:: DATA EXTRACTS

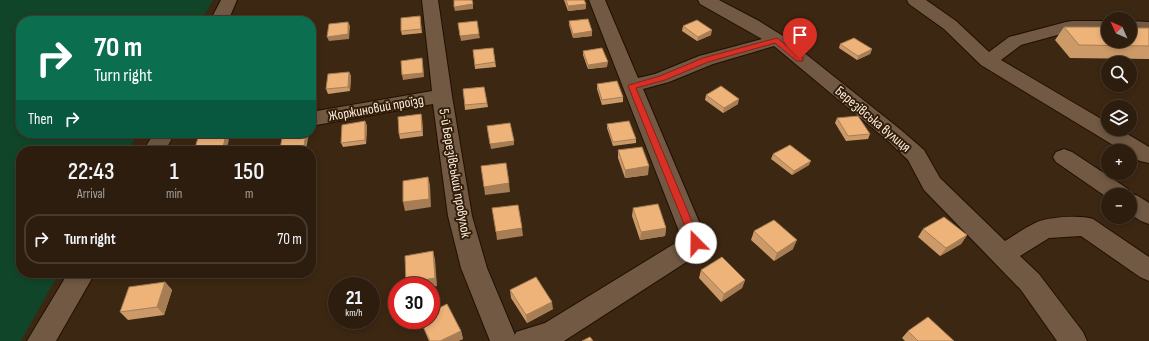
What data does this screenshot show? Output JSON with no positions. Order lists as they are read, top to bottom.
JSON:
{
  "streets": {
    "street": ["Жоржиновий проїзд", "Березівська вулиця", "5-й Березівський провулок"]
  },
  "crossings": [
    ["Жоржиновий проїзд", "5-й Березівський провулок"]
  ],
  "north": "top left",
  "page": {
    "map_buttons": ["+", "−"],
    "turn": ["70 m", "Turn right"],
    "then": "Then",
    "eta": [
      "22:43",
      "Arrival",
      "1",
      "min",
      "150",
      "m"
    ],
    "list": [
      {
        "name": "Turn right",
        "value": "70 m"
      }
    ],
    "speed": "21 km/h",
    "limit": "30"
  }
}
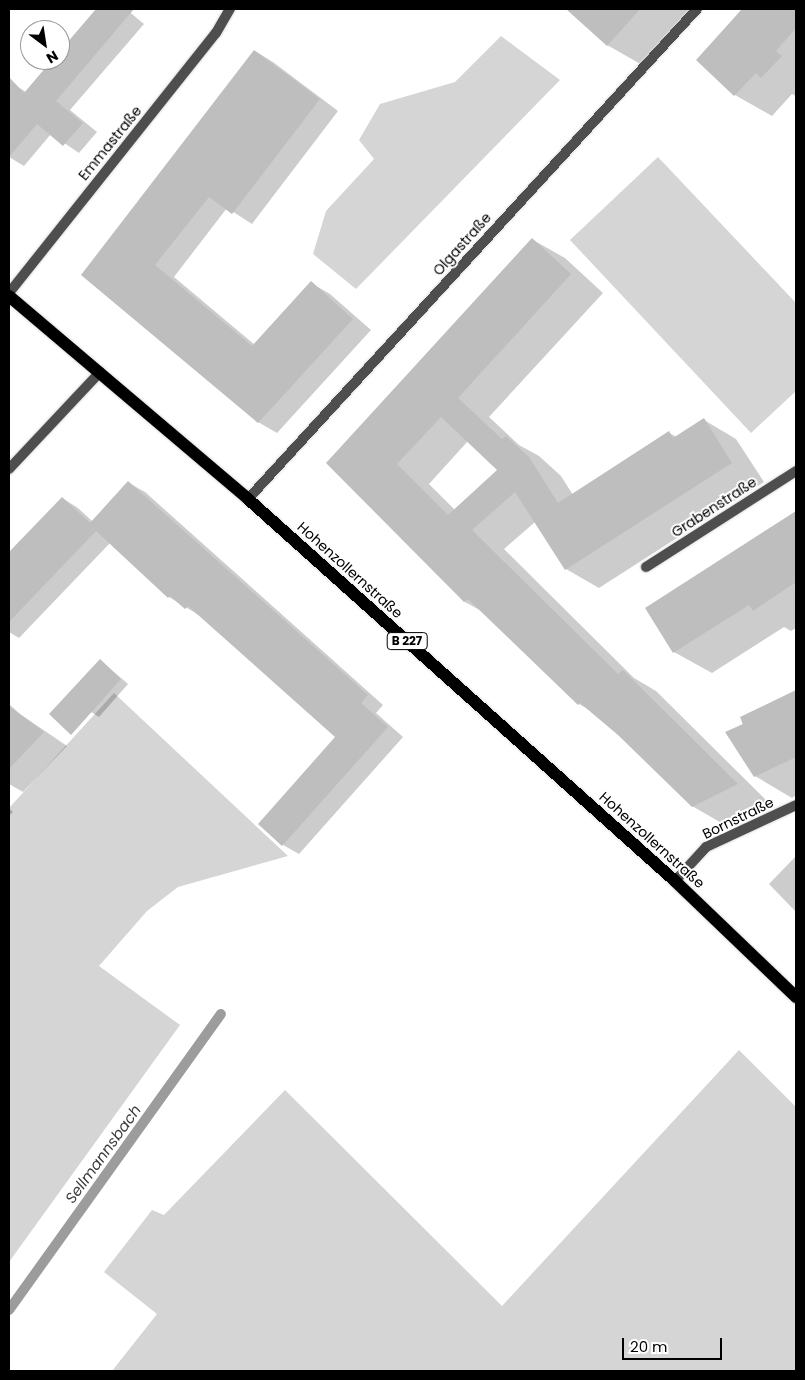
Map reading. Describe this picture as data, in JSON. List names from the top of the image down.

::::

All lines in the records that contain "this" are to be copied and returned.

WRITTEN REPLY.
What data does this screenshot show? Output JSON with no positions. Order lists as they are read, top to bottom.
Map reading. Describe this picture as data, in JSON. List names from the top of the image down.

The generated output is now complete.